Steering is slow, as you'd expect from a bike weighing 267kg, but it tracks smoothly in the turns and feels stable. The sow seat is comfy and the riding position fairly neutral. You could easily ride for a full day without succumbing to sore wrists or arse.
The V4 engine is the centrepiece of the VFR. It has masses of grunt - more than the previous version and retains the characterful V4 bark from the exhaust. You barely need to take the engine above 4000rpm, but when you do its takes off, howling just like an RC30. The gearbox is among the slickest out there.
The finish on the VFR1200 is excellent - exactly what you'd expect from Honda. It comes with the usual, solid Honda reliability.
Honda VFR1200F used buyers' guide
First published 10 June 2016 by Phil West
Oddly enough the VFR12 is better as a used buy than it was a new one. I tested the eagerly awaited 1200 for MCN at the press launch in late 2009 (it went on sale in spring 2010) and wrote those cutting words above. I stand by them now. And riding this minty, slightly updated 2012 version from Balderston brings it all flooding back.

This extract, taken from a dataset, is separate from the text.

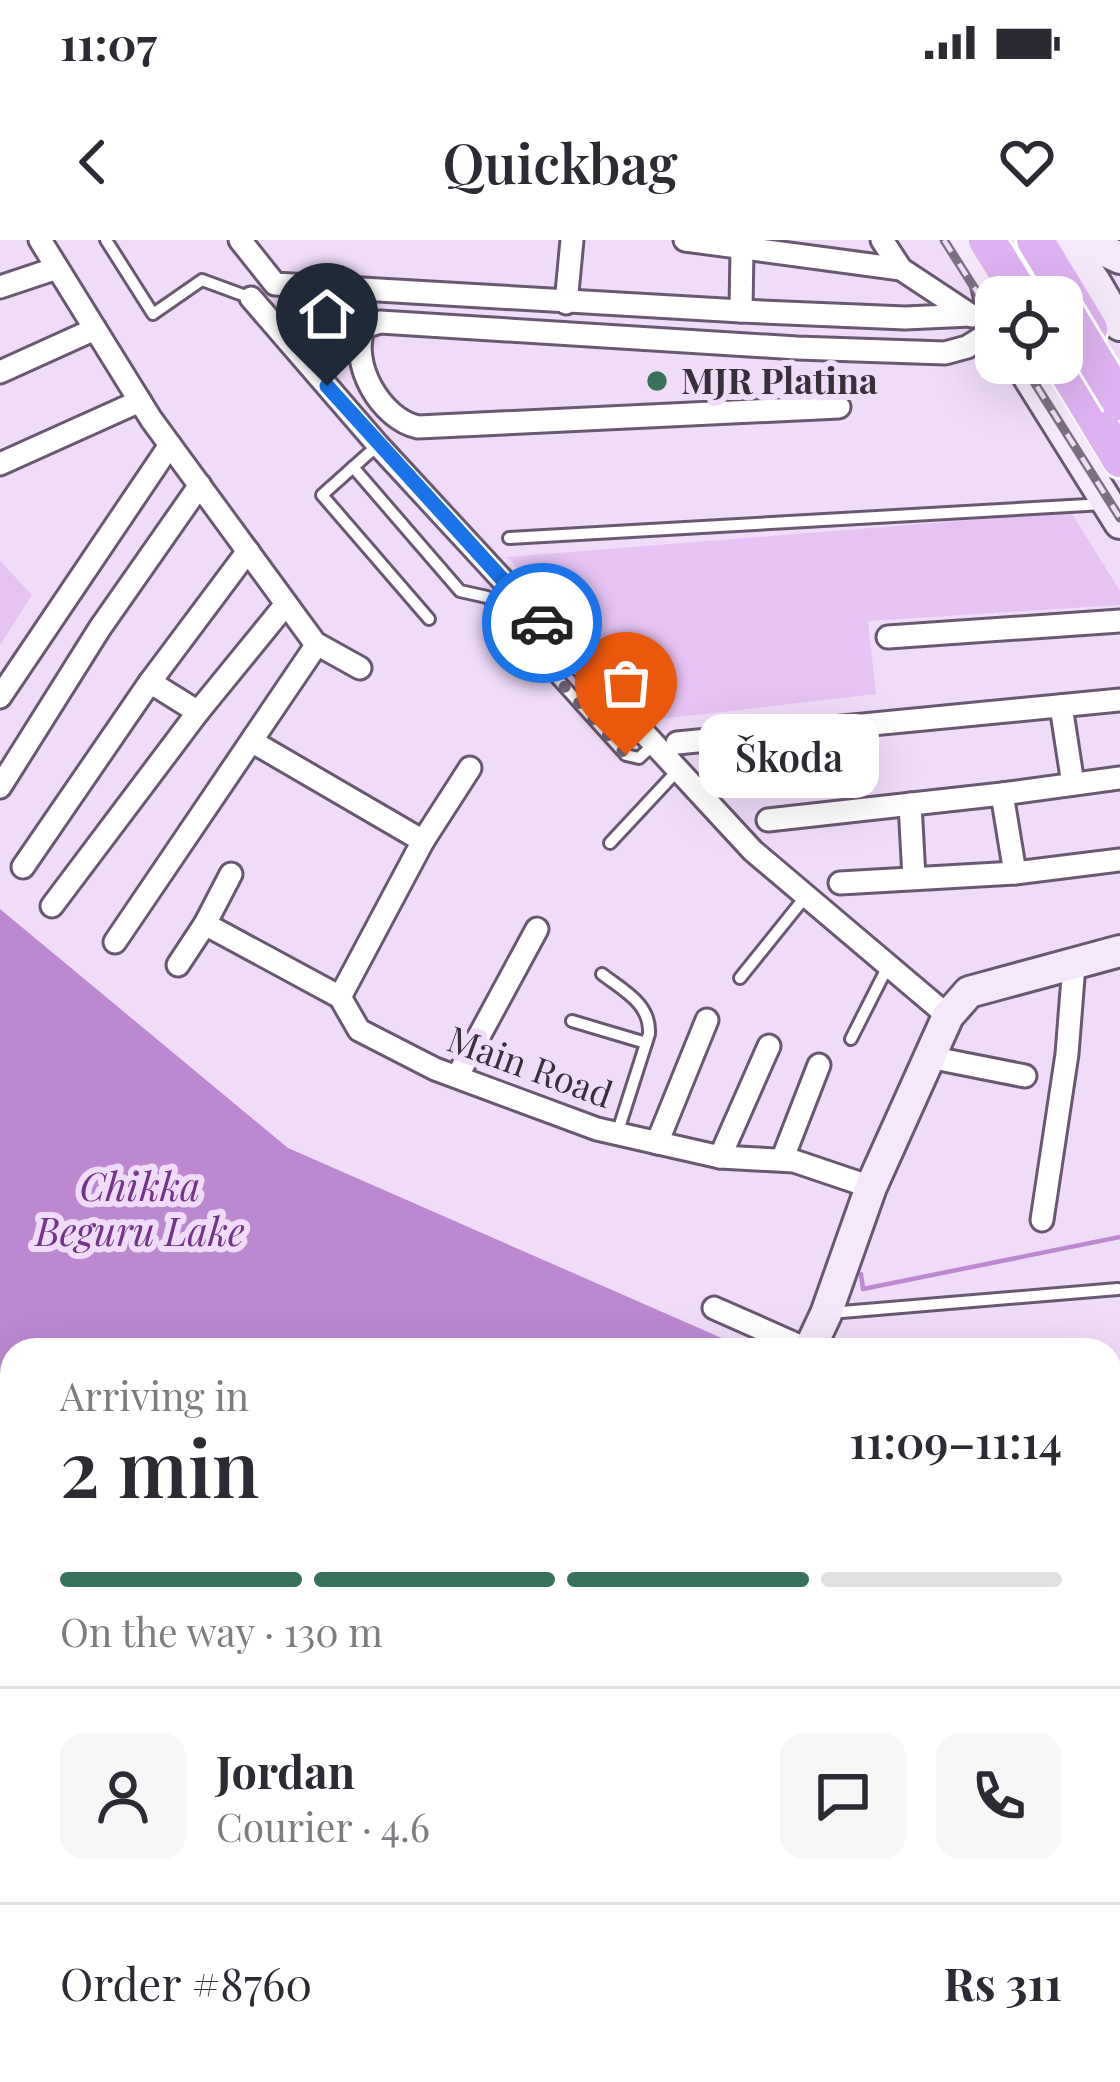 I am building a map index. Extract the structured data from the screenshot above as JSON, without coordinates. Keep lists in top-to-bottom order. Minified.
{"streets":{"street":["Main Road"]},"water":["Chikka Beguru Lake"],"places":["MJR Platina","Škoda"],"page":{"status":"11:07","header":"Quickbag","bubble":"Škoda","heading":["2 min","Arriving in","11:09–11:14"],"panel":["Jordan","Courier · 4.6","Order #8760","Rs 311"],"bar":"On the way · 130 m"}}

Don’t get me wrong, the VFR12 is not a bad bike. Quite the opposite in fact: it’s a very good one. The natural ergonomics are typically Honda; the big V4 deliciously tractable and charismatic; the suspension and brakes good without dazzling and the whole plot, though undeniably big and heavy, is stable, predictable and classy.
This is a big-mileage motorway eater par excellence, very much in the K1300S mould, but with a uniquely-slick Honda gloss. The only thing that disappoints, slightly, is that the VFR has never been, not even when new, bang up to date. Oh sure, there’s the clever, semi-automatic DCT version, but this one doesn’t have that. There’s no fancy rider modes, no Ducati-style colour screens and no BMW electric suspension. And for a much-hyped, all-new, flagship grand tourer in 2010, there simply should have been.
How about this one?
The above example, in the rarer but somehow more handsome and timeless metallic black option, has clearly been pampered and well looked-after. With just 14k-odd miles it’s still young and tight with no discernible wear and tear and only the faintest sign of corrosion on the mainstand. There are no marks worth mentioning in the glossy paint, no blueing on the discs and, what’s more, being the slightly improved 2012 model, it benefits from the 0.5-litre bigger fuel tank, improved seat and fuelling, plus switchable traction control.

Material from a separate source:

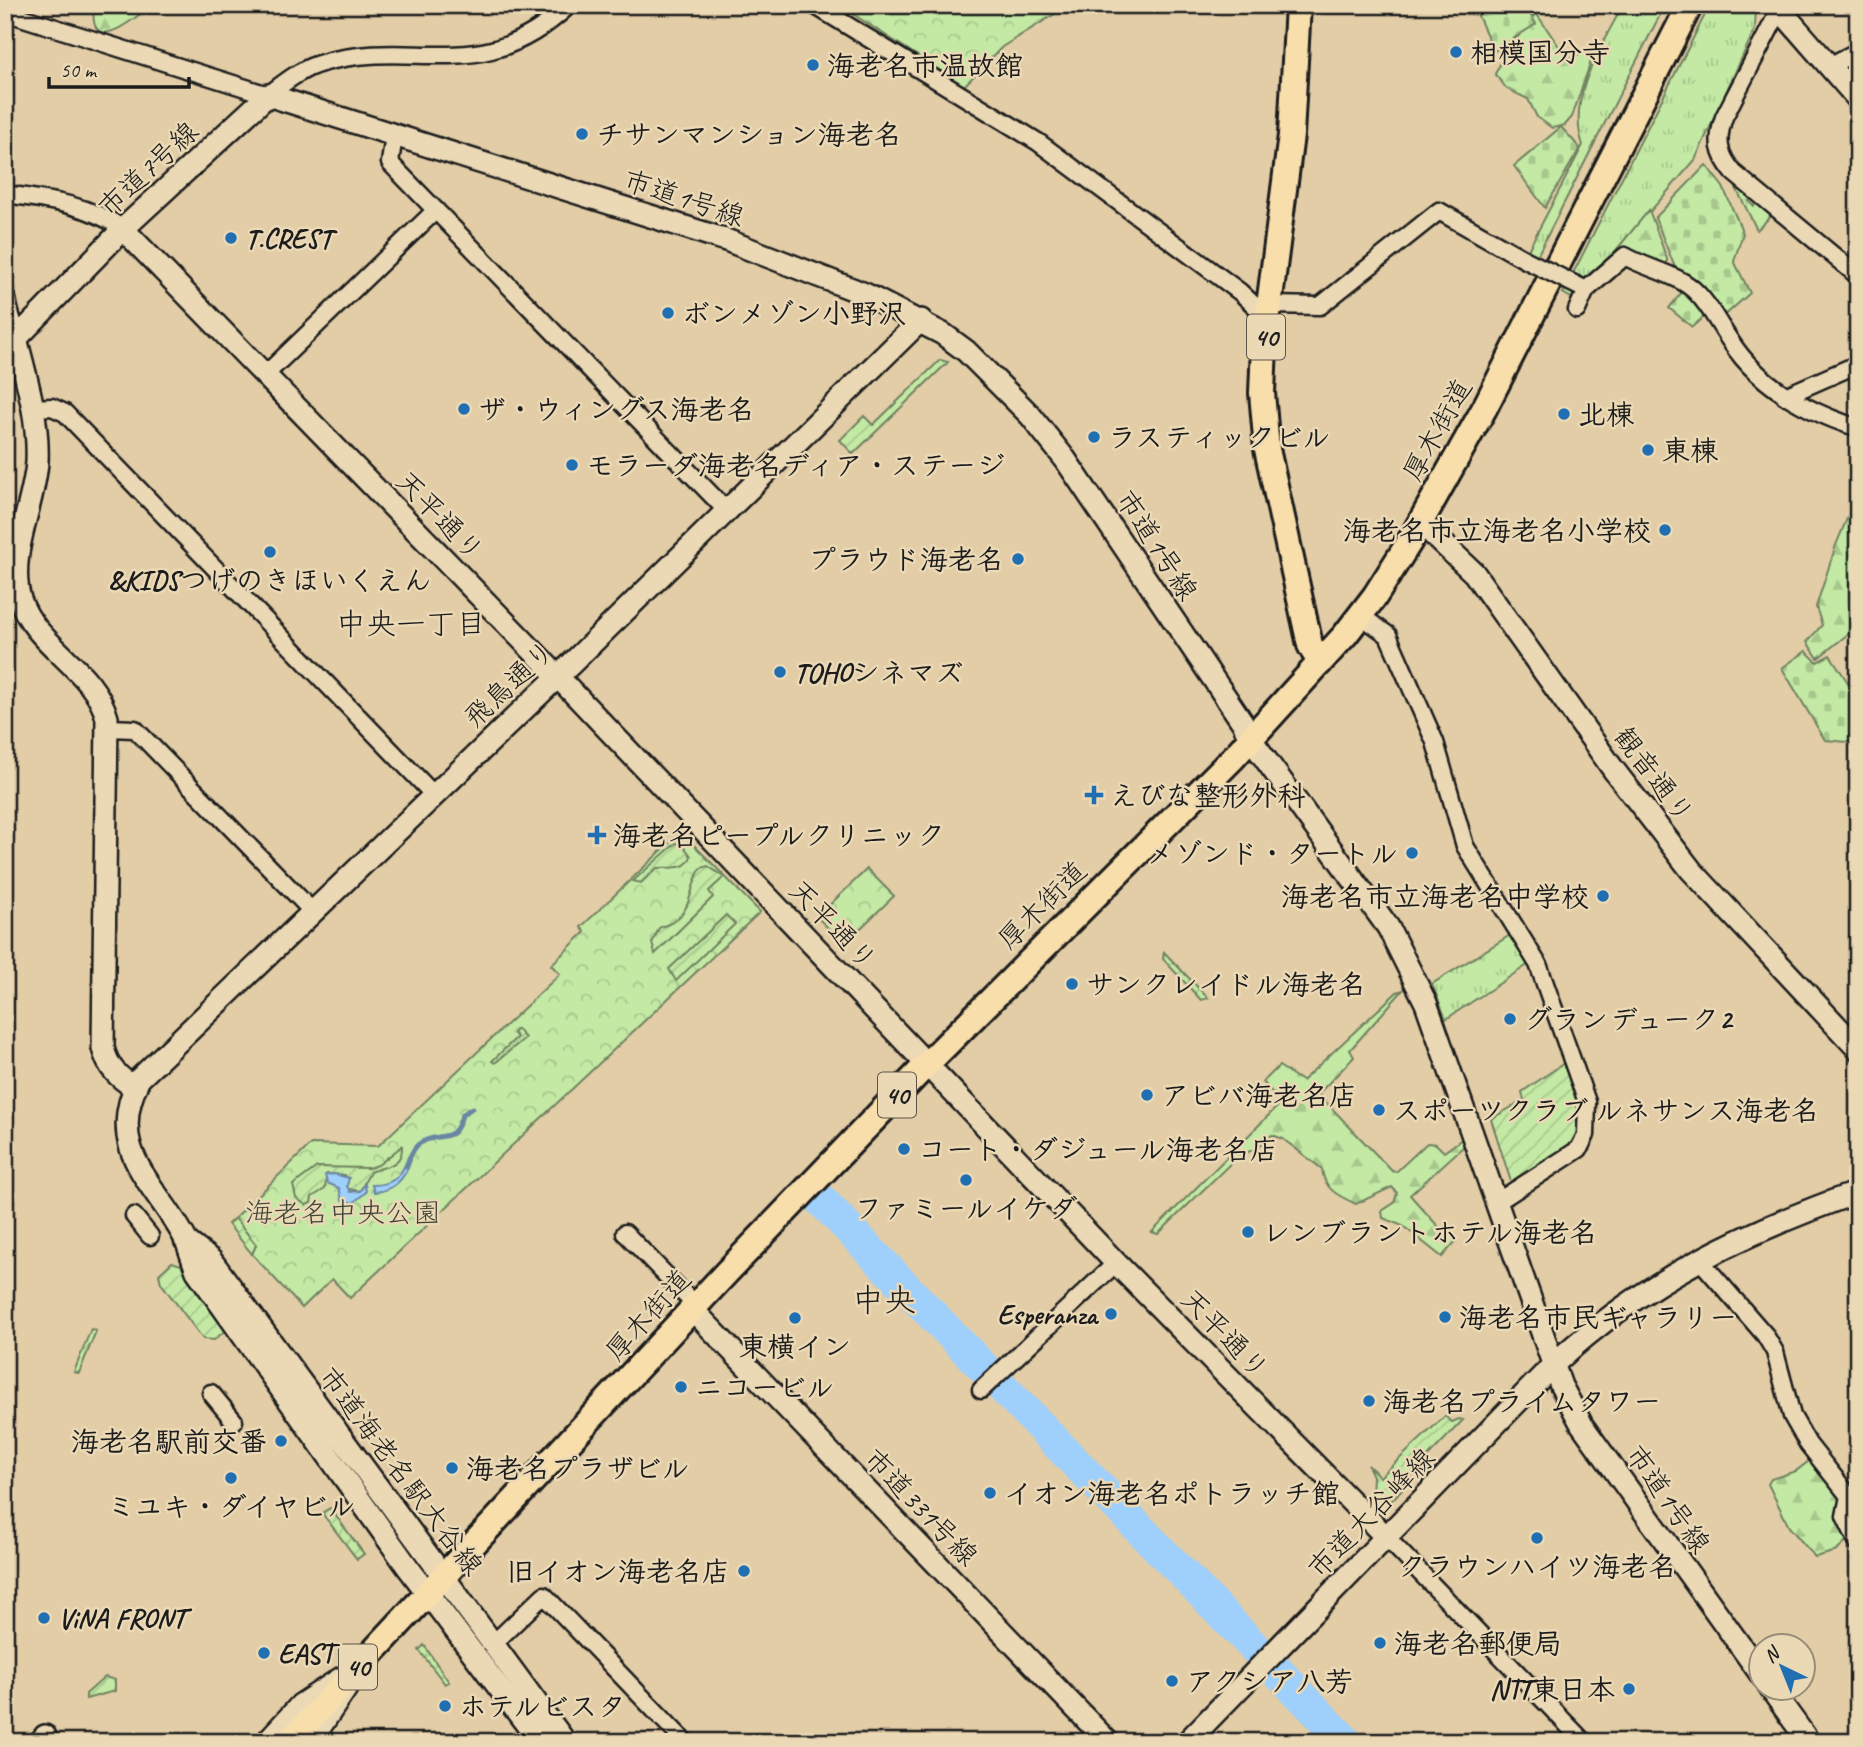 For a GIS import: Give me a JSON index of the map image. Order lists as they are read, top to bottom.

Lots. This VFR’s about as loaded as they come, and mostly with top quality goodies such as genuine Honda panniers and topbox, heated grips, aftermarket can and Vario screen so you’re unlikely to need to shell out any more to get it up to full touring spec. It’s also well-protected with R&G crash mushrooms, a sensible move considering the complexity and price of the VFR’s fairing panels, although the protectors themselves aren’t to everyone’s taste.

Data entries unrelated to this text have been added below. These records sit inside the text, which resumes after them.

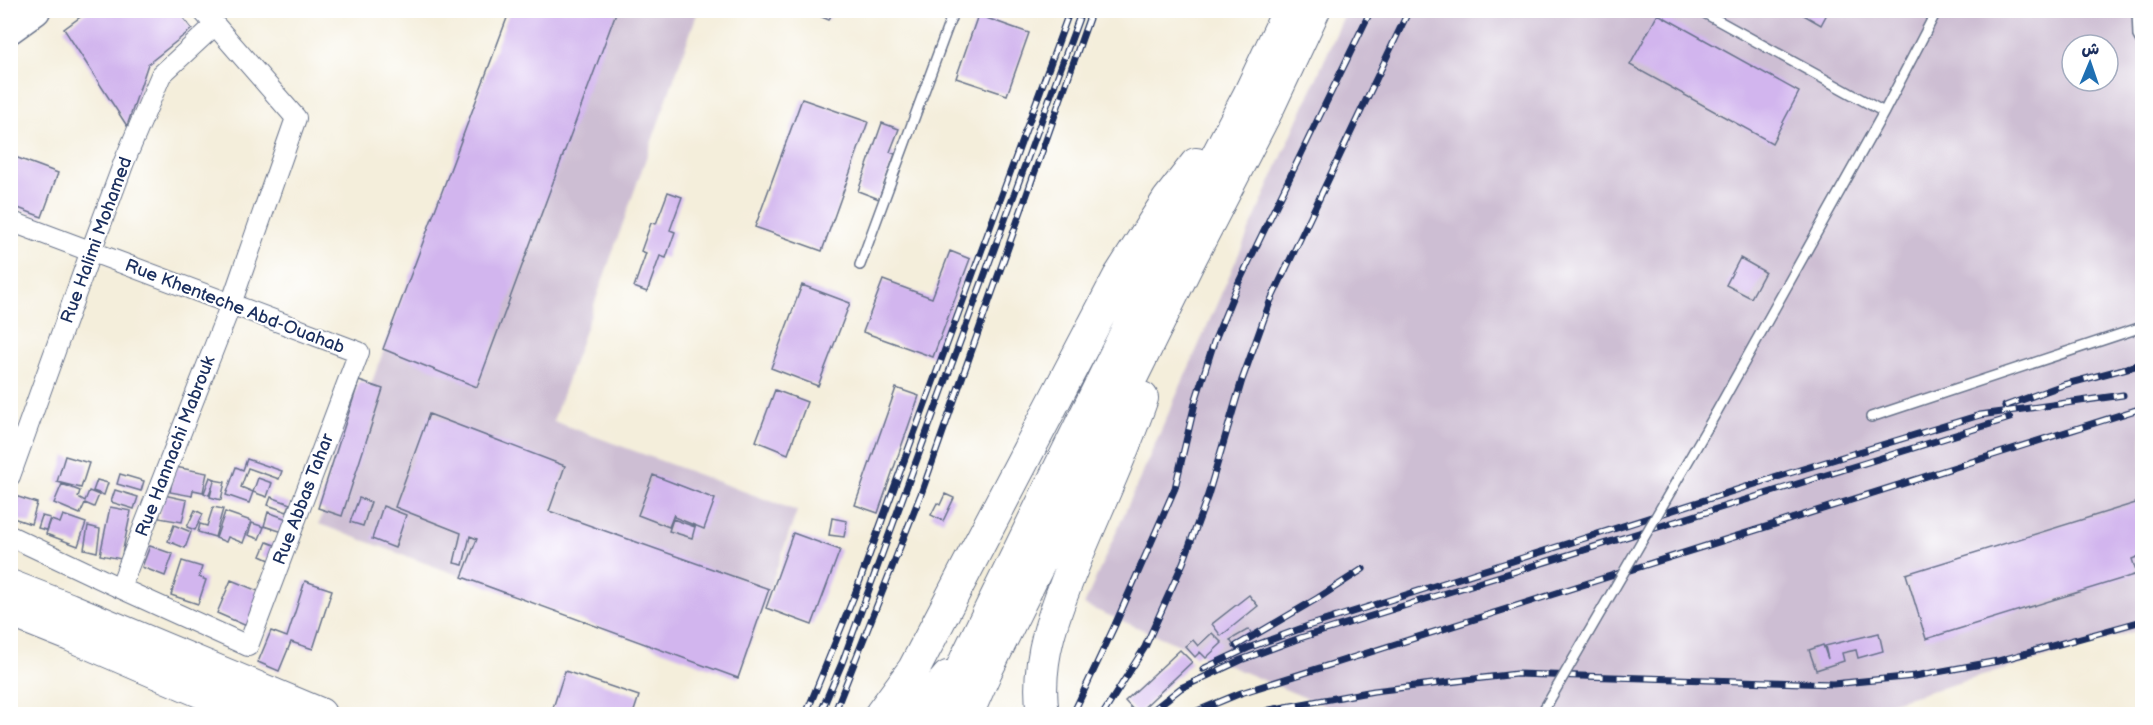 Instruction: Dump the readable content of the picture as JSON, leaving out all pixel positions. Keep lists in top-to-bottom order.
{
  "streets": {
    "street": [
      "Rue Halimi Mohamed",
      "Rue Khenteche Abd-Ouahab",
      "Rue Hannachi Mabrouk",
      "Rue Abbas Tahar"
    ]
  },
  "crossings": [
    ["Rue Halimi Mohamed", "Rue Khenteche Abd-Ouahab"],
    ["Rue Halimi Mohamed", "Rue Hannachi Mabrouk"],
    ["Rue Khenteche Abd-Ouahab", "Rue Hannachi Mabrouk"],
    ["Rue Khenteche Abd-Ouahab", "Rue Abbas Tahar"],
    ["Rue Hannachi Mabrouk", "Rue Abbas Tahar"]
  ],
  "north": "top"
}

There’s no denying that the VFR1200 wasn’t the success Honda hoped for when the big V4 was launched in 2010, being under-equipped, over-priced and having too short a fuel range. As a used buy today, however, especially when it’s the 2012-on version with improved range and specification, it’s a tempting proposition. Used prices have plummeted far more than most Hondas with the consequence that 2012-reg bikes, which were £14k new can be under half that today, fully loaded ones (like this) cost a little more and 2010s, shockingly, can be under £5000.
And for a classy, effective, well-built Honda sports-tourer with a largely unblemished reliability record and a unique V4 power delivery, that’s tempting indeed.
Thanks to: Balderston, Peterborough.
At over £12,000 the VFR1200F is hardly cheap and has been universally criticised. At this price it needs something which sets it quite apart from the rest of the competition, which the Honda lacks. More capable tourers can be had for a similar price.
Rival bikes include the BMW K1300S and K1300GT, or Kawasaki's ZZR1400 and GTR1400.
For 2012 the big VFR gets Honda's Traction Control System, which is reassuring in tricky conditions with the grunty motor. Comes with ABS which gives a bit more confidence on the brakes and is a welcome safety net. For some strange reason Honda decided to switch the indicator toggle and horn round.